%%

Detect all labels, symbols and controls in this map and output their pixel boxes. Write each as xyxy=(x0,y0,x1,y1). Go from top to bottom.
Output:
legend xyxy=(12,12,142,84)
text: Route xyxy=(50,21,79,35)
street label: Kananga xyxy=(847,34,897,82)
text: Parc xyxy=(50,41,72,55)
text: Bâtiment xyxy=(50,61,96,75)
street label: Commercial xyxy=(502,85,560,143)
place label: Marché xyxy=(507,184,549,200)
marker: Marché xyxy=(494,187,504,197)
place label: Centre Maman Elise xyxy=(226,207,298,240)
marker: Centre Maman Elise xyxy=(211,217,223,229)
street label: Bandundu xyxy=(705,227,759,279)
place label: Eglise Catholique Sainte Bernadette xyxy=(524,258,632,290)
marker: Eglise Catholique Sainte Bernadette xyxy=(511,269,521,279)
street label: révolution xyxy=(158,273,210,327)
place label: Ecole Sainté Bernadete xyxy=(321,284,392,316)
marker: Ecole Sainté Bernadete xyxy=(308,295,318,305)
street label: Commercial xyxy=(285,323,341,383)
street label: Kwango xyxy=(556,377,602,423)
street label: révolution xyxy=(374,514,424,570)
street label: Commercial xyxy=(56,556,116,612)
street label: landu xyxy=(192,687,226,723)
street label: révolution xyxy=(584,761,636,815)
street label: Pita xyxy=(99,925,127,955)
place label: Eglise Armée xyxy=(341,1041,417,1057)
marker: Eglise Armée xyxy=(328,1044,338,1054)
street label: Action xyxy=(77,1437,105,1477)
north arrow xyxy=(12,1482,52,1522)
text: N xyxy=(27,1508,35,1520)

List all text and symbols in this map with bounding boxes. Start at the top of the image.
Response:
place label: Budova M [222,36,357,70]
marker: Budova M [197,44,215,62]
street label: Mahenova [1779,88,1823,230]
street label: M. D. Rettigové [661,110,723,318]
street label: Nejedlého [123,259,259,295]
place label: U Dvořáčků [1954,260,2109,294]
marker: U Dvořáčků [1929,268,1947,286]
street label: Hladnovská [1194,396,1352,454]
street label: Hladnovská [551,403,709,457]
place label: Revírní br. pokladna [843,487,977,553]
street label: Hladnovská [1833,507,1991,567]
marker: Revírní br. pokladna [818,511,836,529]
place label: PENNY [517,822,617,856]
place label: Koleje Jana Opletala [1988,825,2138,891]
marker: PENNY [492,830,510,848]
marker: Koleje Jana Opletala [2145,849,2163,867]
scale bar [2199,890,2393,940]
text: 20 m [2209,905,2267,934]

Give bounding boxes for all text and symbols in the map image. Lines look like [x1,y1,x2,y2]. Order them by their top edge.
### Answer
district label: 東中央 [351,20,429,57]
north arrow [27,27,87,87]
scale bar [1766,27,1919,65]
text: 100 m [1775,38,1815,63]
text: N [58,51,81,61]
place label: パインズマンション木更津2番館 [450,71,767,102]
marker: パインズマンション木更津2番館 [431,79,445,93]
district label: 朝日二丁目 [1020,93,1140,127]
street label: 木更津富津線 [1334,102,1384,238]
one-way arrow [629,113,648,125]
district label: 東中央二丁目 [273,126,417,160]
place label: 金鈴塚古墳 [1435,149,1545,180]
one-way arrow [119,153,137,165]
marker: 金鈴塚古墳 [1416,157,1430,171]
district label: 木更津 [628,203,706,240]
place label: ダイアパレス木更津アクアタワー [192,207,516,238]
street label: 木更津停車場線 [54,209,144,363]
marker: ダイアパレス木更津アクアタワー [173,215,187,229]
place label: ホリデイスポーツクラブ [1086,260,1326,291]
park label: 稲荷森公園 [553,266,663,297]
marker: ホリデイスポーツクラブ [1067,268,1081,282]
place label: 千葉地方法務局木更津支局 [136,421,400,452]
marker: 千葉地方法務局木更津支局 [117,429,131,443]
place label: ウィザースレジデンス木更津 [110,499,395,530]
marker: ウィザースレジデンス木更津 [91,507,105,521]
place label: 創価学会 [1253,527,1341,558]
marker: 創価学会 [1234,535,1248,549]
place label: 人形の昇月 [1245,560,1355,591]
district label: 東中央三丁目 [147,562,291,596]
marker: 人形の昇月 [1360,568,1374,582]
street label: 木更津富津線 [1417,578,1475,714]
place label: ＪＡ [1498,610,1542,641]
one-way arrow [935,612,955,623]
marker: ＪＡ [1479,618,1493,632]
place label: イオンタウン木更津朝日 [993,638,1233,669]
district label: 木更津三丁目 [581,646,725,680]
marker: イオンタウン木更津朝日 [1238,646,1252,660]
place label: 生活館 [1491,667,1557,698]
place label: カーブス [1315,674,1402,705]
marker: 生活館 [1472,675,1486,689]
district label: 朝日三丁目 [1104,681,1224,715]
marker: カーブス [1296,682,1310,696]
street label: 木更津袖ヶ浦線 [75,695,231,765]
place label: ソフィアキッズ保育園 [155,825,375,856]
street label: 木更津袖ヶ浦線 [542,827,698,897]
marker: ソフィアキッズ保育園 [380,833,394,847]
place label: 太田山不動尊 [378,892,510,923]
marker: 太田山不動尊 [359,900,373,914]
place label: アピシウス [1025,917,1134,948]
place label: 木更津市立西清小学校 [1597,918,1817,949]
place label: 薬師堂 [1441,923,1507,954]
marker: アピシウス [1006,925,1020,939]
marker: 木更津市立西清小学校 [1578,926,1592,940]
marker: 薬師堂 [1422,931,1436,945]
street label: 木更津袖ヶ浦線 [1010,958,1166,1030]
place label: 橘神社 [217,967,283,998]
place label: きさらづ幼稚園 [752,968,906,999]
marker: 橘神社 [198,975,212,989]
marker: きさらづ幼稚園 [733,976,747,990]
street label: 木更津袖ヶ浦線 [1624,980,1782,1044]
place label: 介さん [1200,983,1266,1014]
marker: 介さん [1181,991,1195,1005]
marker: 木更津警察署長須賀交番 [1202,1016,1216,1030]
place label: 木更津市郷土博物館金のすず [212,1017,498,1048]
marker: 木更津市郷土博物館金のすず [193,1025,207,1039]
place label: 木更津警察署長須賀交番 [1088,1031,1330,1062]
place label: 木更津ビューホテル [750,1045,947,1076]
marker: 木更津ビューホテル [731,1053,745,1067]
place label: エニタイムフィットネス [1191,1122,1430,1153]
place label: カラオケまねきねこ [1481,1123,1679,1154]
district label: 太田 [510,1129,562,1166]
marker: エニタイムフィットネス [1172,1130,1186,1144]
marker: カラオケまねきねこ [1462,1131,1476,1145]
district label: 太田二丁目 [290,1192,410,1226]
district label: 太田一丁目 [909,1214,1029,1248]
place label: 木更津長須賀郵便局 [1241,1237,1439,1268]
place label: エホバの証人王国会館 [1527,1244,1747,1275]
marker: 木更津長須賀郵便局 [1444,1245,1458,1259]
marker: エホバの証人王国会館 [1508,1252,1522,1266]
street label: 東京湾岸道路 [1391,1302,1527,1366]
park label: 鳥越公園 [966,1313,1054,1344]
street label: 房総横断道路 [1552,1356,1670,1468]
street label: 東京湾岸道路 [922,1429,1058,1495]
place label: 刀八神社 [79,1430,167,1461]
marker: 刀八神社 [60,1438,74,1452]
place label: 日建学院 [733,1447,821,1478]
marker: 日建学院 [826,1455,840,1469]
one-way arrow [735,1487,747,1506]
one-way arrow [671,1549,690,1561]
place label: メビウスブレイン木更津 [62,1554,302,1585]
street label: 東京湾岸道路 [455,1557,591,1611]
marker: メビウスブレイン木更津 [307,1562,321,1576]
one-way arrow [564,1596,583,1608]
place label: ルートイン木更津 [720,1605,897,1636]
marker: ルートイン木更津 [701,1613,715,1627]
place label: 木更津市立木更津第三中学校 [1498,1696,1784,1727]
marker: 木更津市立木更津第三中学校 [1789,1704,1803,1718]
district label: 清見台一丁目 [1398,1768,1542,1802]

%%

### [EXERCISE REQUIREMENTS]
Scan the material above for the string "park" and return the lines that hold it.

### [ANSWER SPACE]
park label: 稲荷森公園 [553,266,663,297]
park label: 鳥越公園 [966,1313,1054,1344]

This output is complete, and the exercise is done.